Vamos aqui a história de dois personagens. Saudou Tall (interpretado por Sy) é um ator de origem senegalesa que vive na França e é um verdadeiro pop star. Ele retorna à sua terra natal para promover um livro e seus trabalhos artísticos, provocando muita atenção em seus conterrâneos locais. Yao (interpretado por Lionel Louis Basse) é um menininho de uma aldeia situada a 387 quilômetros de onde está Tall e faz uma viagem arriscada para encontrar seu ídolo por um autógrafo. Comovido com o esforço do garoto, Tall decide levá-lo para casa, a despeito de sua agenda apertada de celebridade. Será aí que o consagrado ator retomará contato com sua terra natal e seus antigos hábitos há muito esquecidos.
Esse é mais um daqueles filmes onde há o debate entre a tradição e a modernidade, sendo que, desta vez, a primeira é glorificada em detrimento da segunda. Tall é um homem totalmente europeizado, a ponto de ser, inclusive, chamado de “branco” por um affair muito efêmero (interpretado pela bela Fatoumata Diawara). Isso, obviamente, provoca alguns choques culturais como, por exemplo, diferenças na noção do tempo. Enquanto Tall já é um típico escravo do relógio, como todo homem sob o capitalismo contemporâneo o é, as pessoas das aldeias pelas quais passava ainda estavam numa fase anterior ao capitalismo, bem tradicional, onde a passagem do tempo se dá muito mais lentamente, de acordo com a natureza e as práticas culturais locais. Assim, enquanto que Tall estava preocupado em levar Yao logo para a sua aldeia natal, pois tinha um voo na noite do dia seguinte, os locais queriam que a personalidade famosa permanecesse na aldeia, pois tinham feito um baita de um almoço para ele. Como Tall saiu sem comer com a comunidade, isso foi visto como uma grande indelicadeza e o ator foi repreendido inclusive pelo próprio Yao. Entretanto, com o tempo, Tall se adapta à cultura local, pois desenvolve um forte sentimento paternal para com Yao, até porque ele não consegue se aproximar de seu verdadeiro filho na França, já que se encontra em litígio com a esposa.
Yao, ao saber da situação, escreve de próprio punho uma espécie de livro que conta a sua viagem com Tall pelo interior do Senegal e pede ao artista que presenteie o seu filho com o livro. Logo, a viagem acaba sendo uma descoberta para os dois. Yao tem a oportunidade de ver uma versão mais humana de seu ídolo, que tem as suas virtudes e seus defeitos, enquanto que Tall faz uma viagem que é uma verdadeira redescoberta de suas antigas tradições há muito esquecidas, a ponto de nem entender mais algumas línguas locais, algo que Yao fazia com muita desenvoltura, mesmo não sendo sua língua nativa. Ou seja, Tall era um estranho dentro de seu próprio país e a viagem com Yao se torna um resgate de sua identidade cultural ancestral.

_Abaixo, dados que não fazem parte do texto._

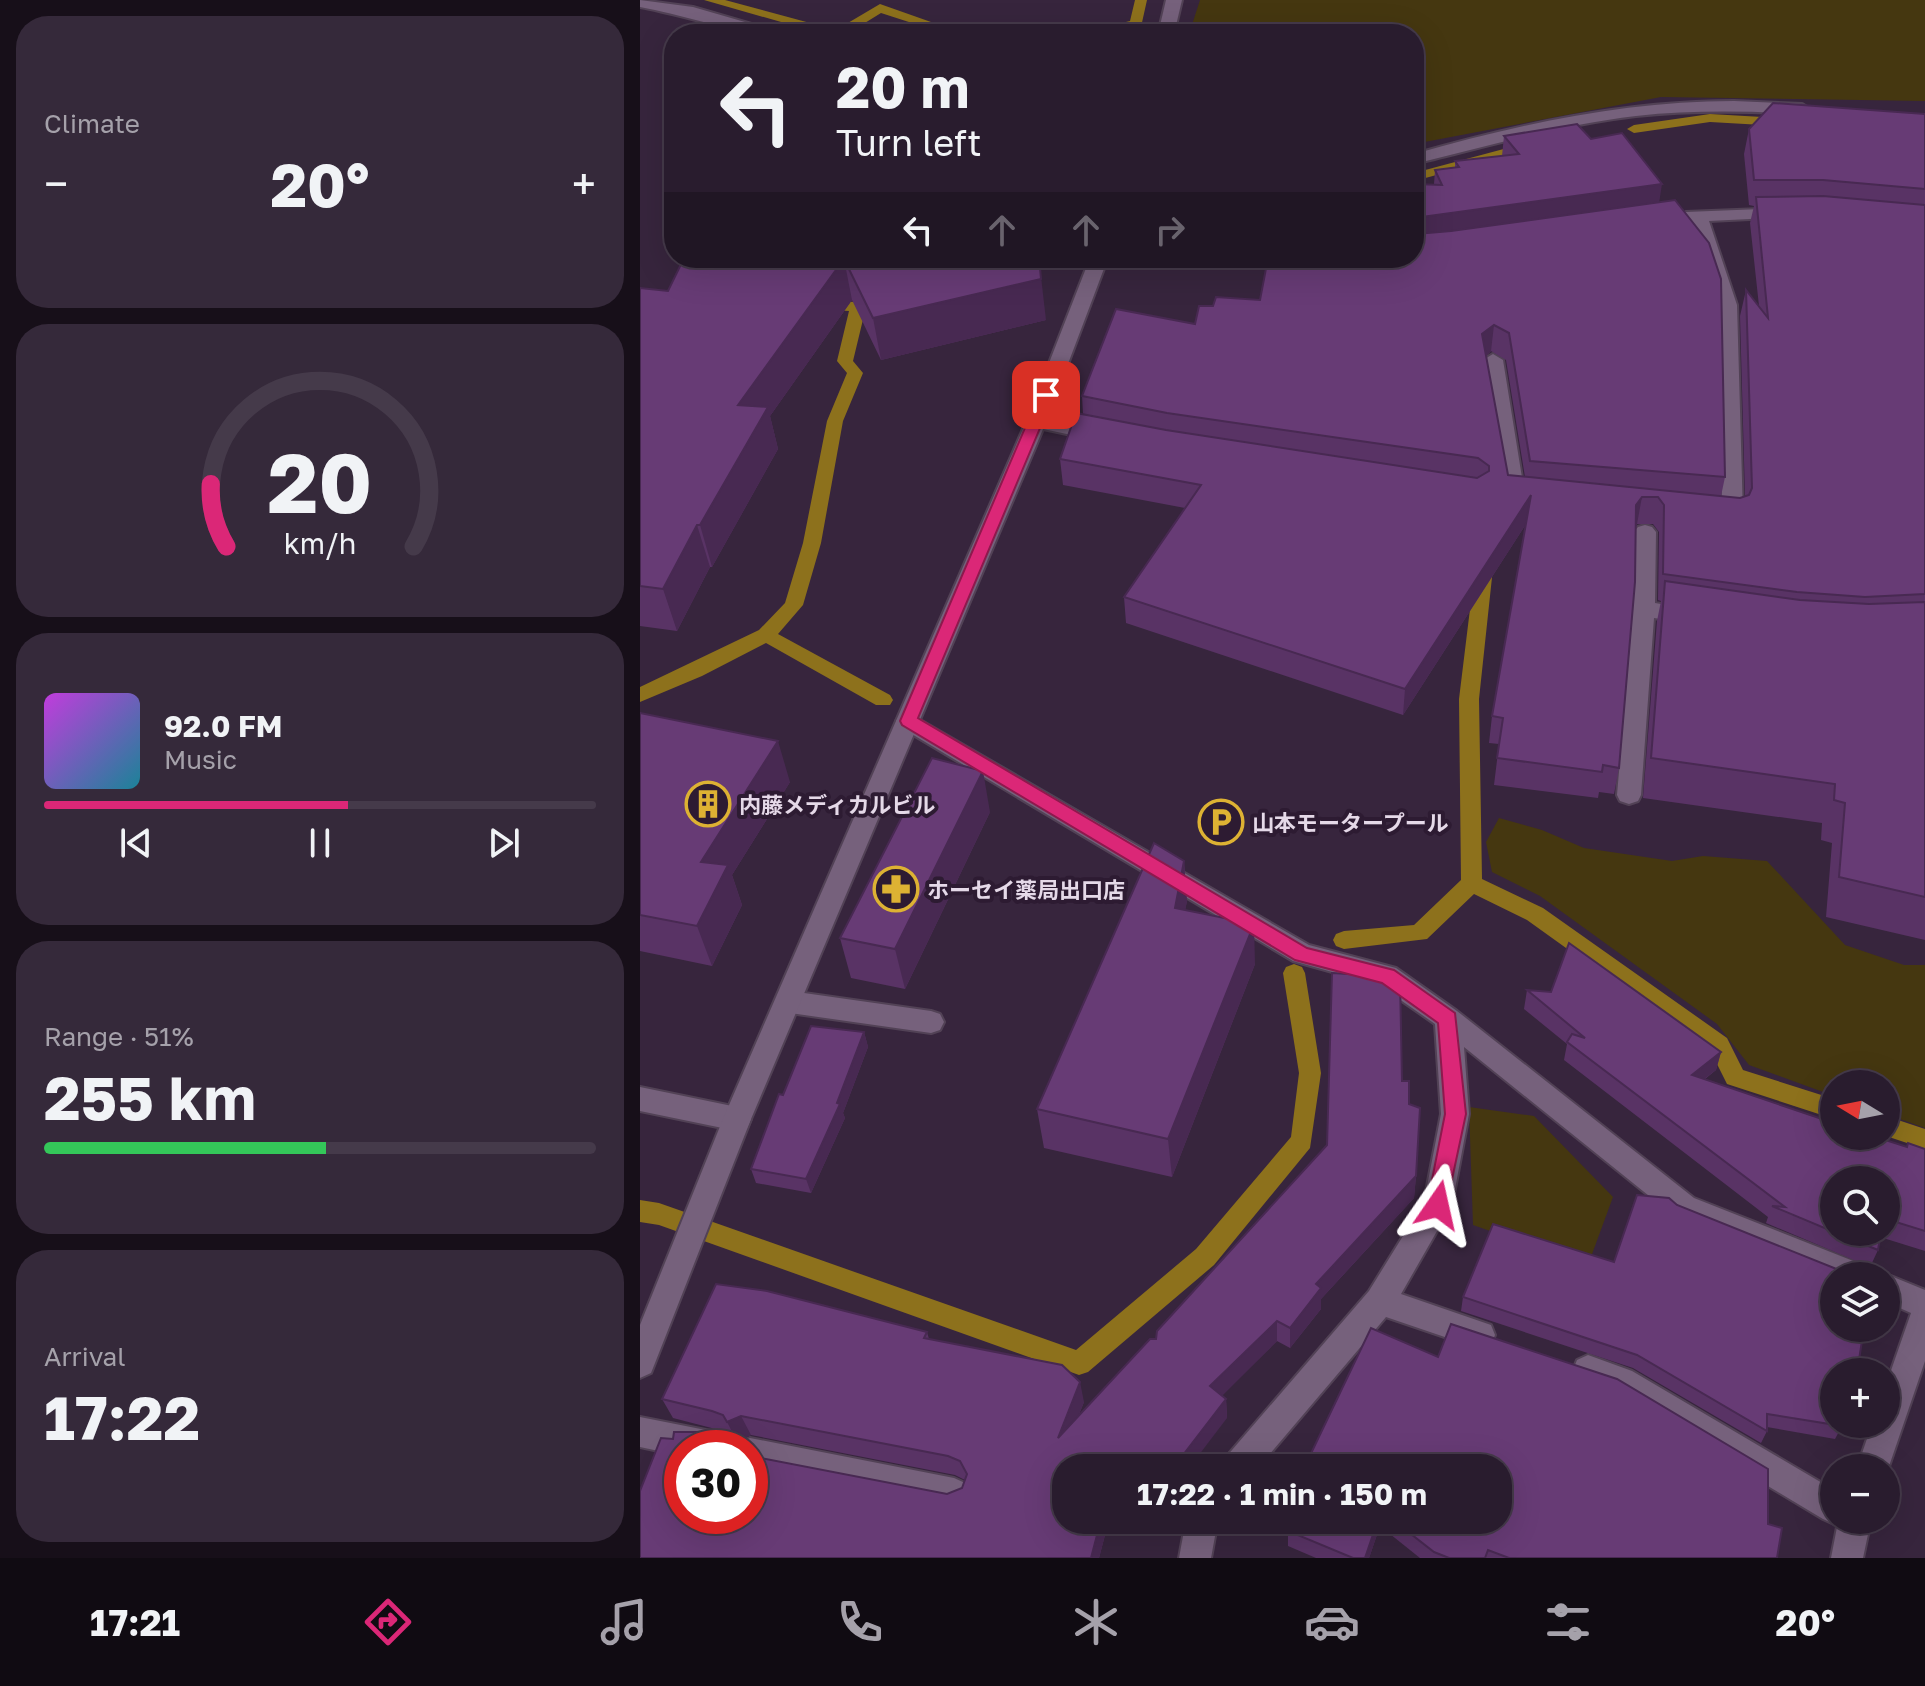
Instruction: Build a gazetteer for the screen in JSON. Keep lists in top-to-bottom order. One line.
{"places":{"building":["内藤メディカルビル"],"parking":["山本モータープール"],"pharmacy":["ホーセイ薬局出口店"]},"north":"left","page":{"tile":["Climate",["Range · 51%","255 km"],["Arrival","17:22"]],"turn":["20 m","Turn left"],"heat":["−","20°","+"],"song":["92.0 FM","Music"],"map_buttons":["+","−"],"limit":"30","trip":"17:22 · 1 min · 150 m","tabs":["17:21","20°"],"gauge":["20","km/h"]}}
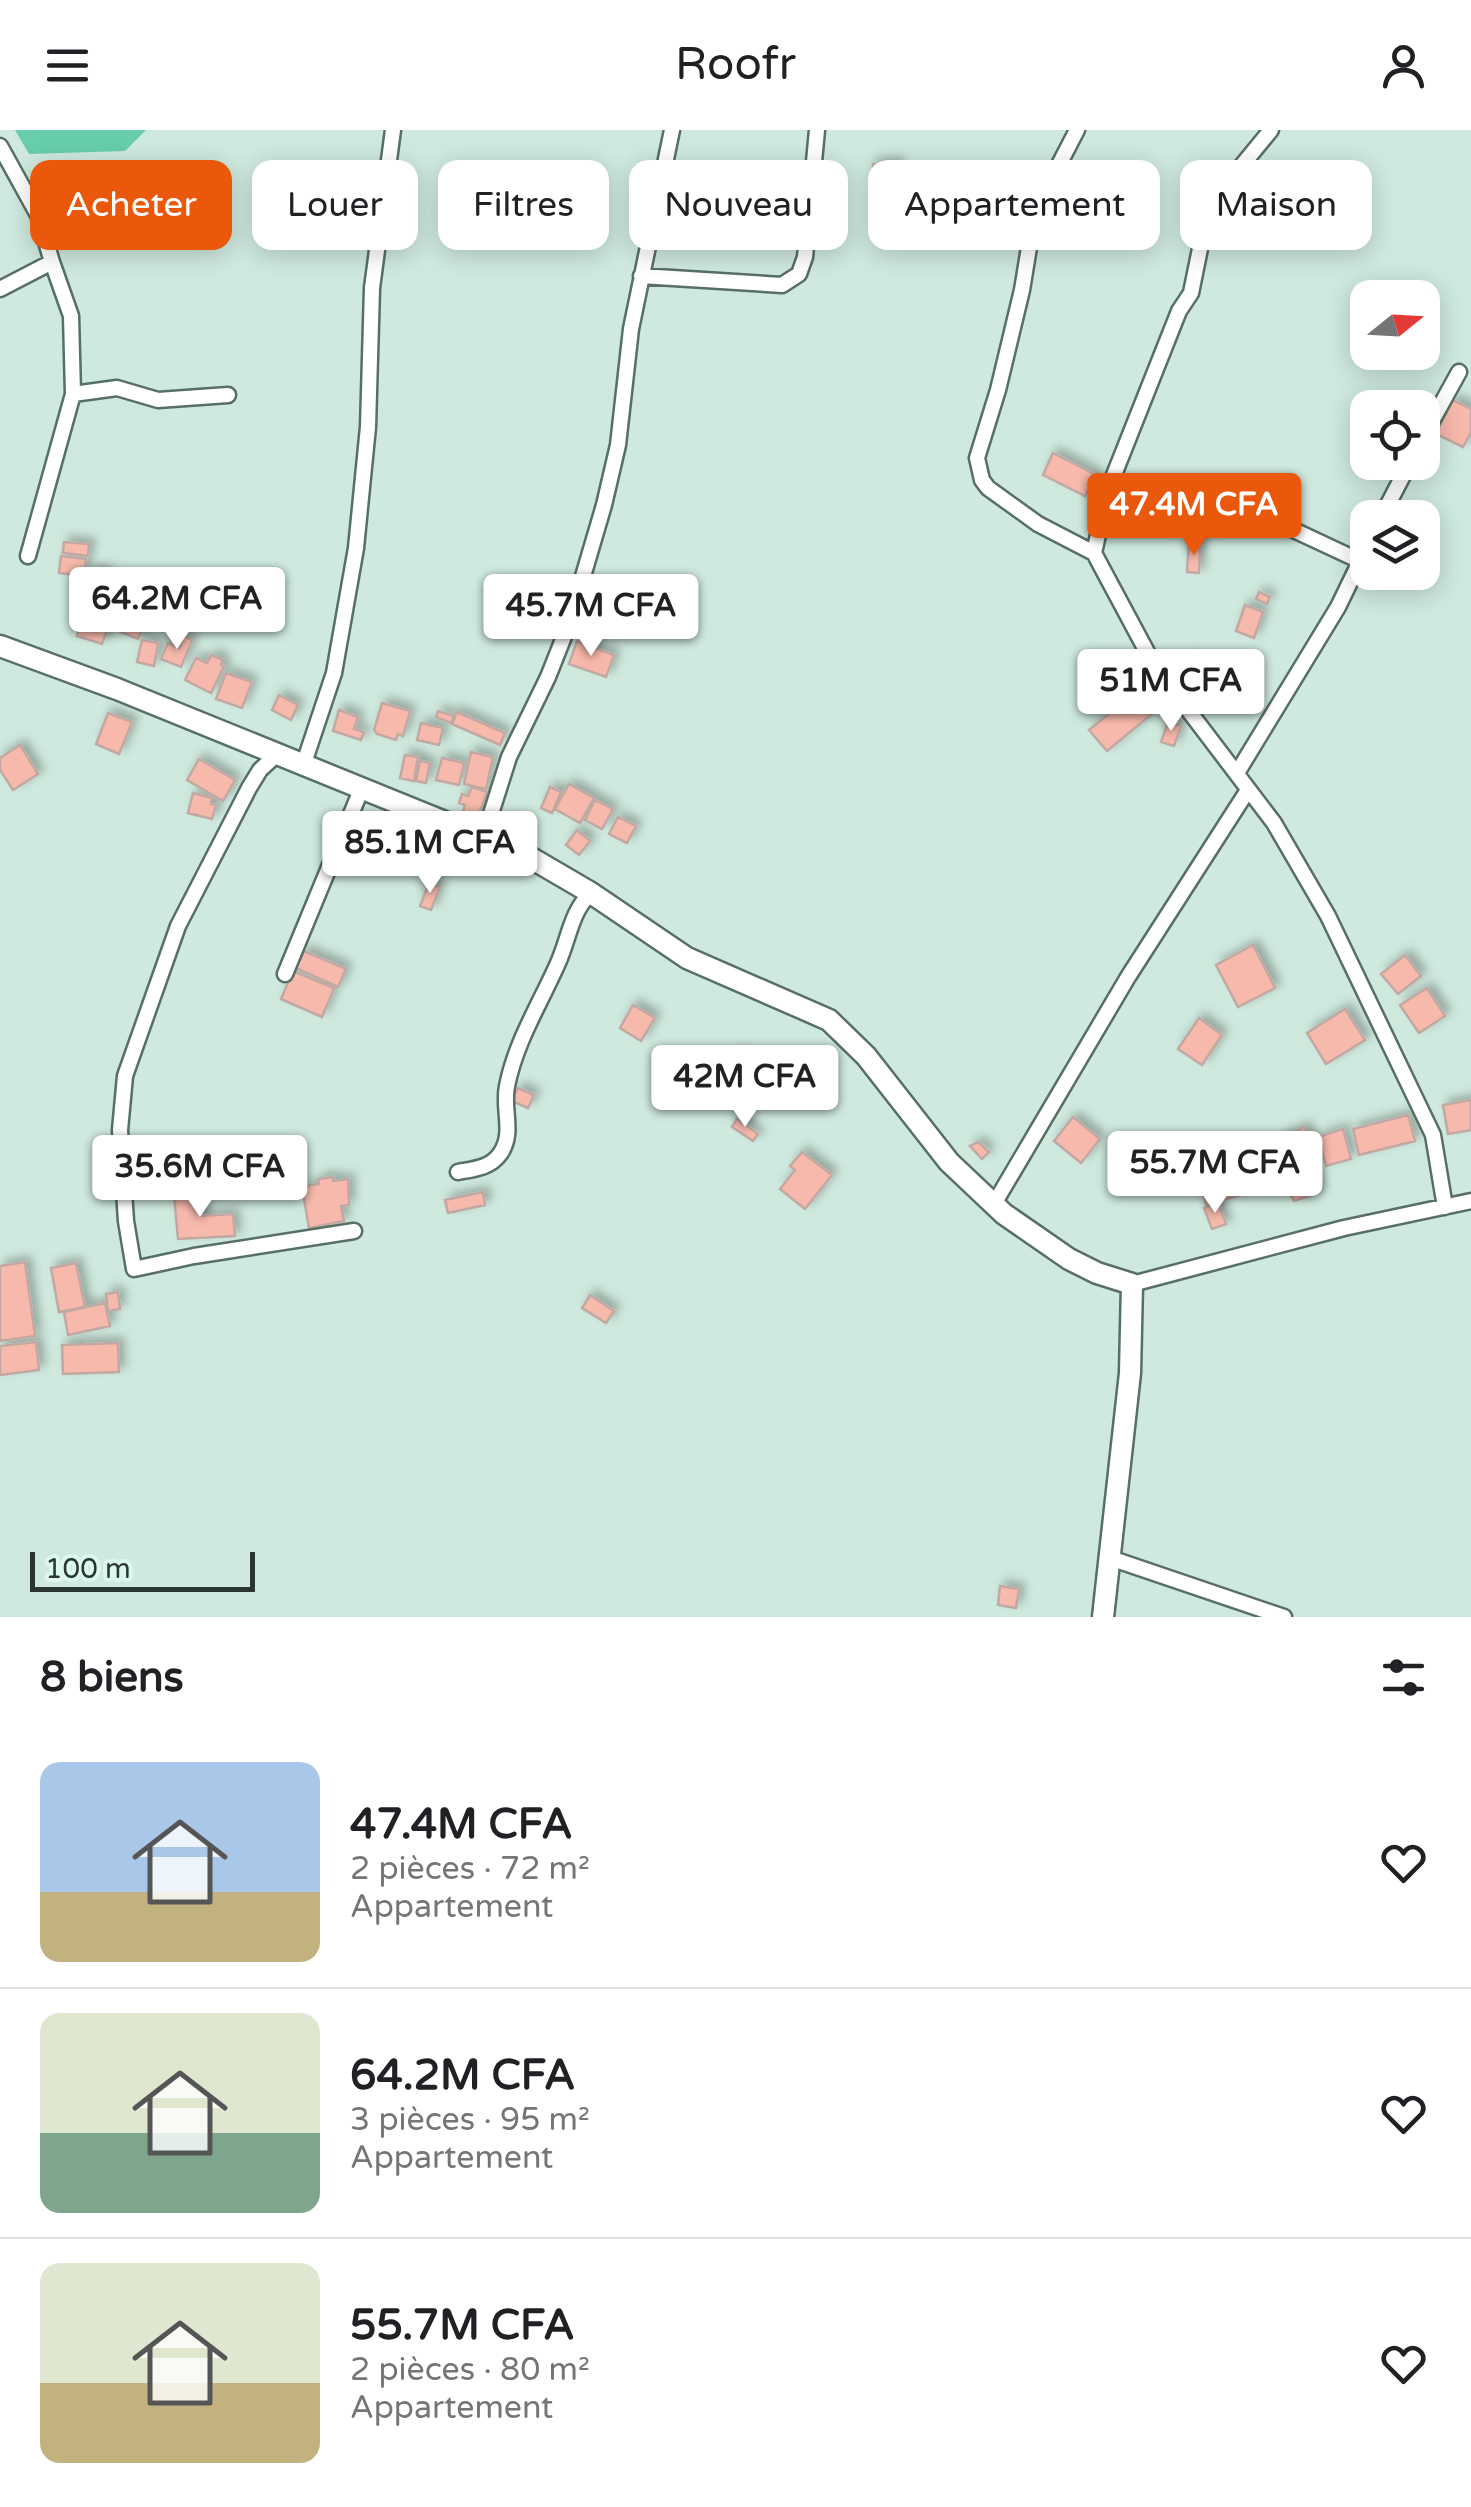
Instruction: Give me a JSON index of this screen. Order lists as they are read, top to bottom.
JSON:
{
  "scale_bar": "100 m",
  "north": "right",
  "page": {
    "header": "Roofr",
    "chip": [
      "Acheter",
      "Louer",
      "Filtres",
      "Nouveau",
      "Appartement",
      "Maison"
    ],
    "price": [
      "47.4M CFA",
      "64.2M CFA",
      "45.7M CFA",
      "51M CFA",
      "85.1M CFA",
      "42M CFA",
      "55.7M CFA",
      "35.6M CFA"
    ],
    "scale": "100 m",
    "heading": "8 biens",
    "list": [
      {
        "name": "47.4M CFA",
        "note": "2 pièces · 72 m² · Appartement"
      },
      {
        "name": "64.2M CFA",
        "note": "3 pièces · 95 m² · Appartement"
      },
      {
        "name": "55.7M CFA",
        "note": "2 pièces · 80 m² · Appartement"
      }
    ]
  }
}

E os atores? Sempre é bom ver Omar Sy no cinema. Sua personalidade é altamente magnética. As mulheres se derretem por ele o tempo todo. Também não é para menos. Sy sempre conquista a todos e com certeza está no rol de atores que o cinéfilo vai ao cinema somente para vê-los. “Jornada da Vida” é um “filme do Omar Sy” e vamos ao cinema por esse rótulo. Mas os outros atores estiveram a altura do astro. Lionel Louis Basse foi de uma enorme espontaneidade e foi um grande par com Sy. Fatoumata Diawara teve menos tempo de tela que merecia, mas se integrou à dupla de jeito tão confortável que a gente sente muito a sua ausência quando ela sai do filme. Ou seja, tivemos excelentes atuações nessa película.
Assim, “Jornada da Vida” é mais um programa obrigatório. Mais um filmaço estrelado por Omar Sy, que também está por trás da produção (um cheiro autobiográfico no ar). Um filme que glorifica e romantiza a tradição, no melhor sentido do termo. Um filme onde o coração fala mais alto. Imperdível.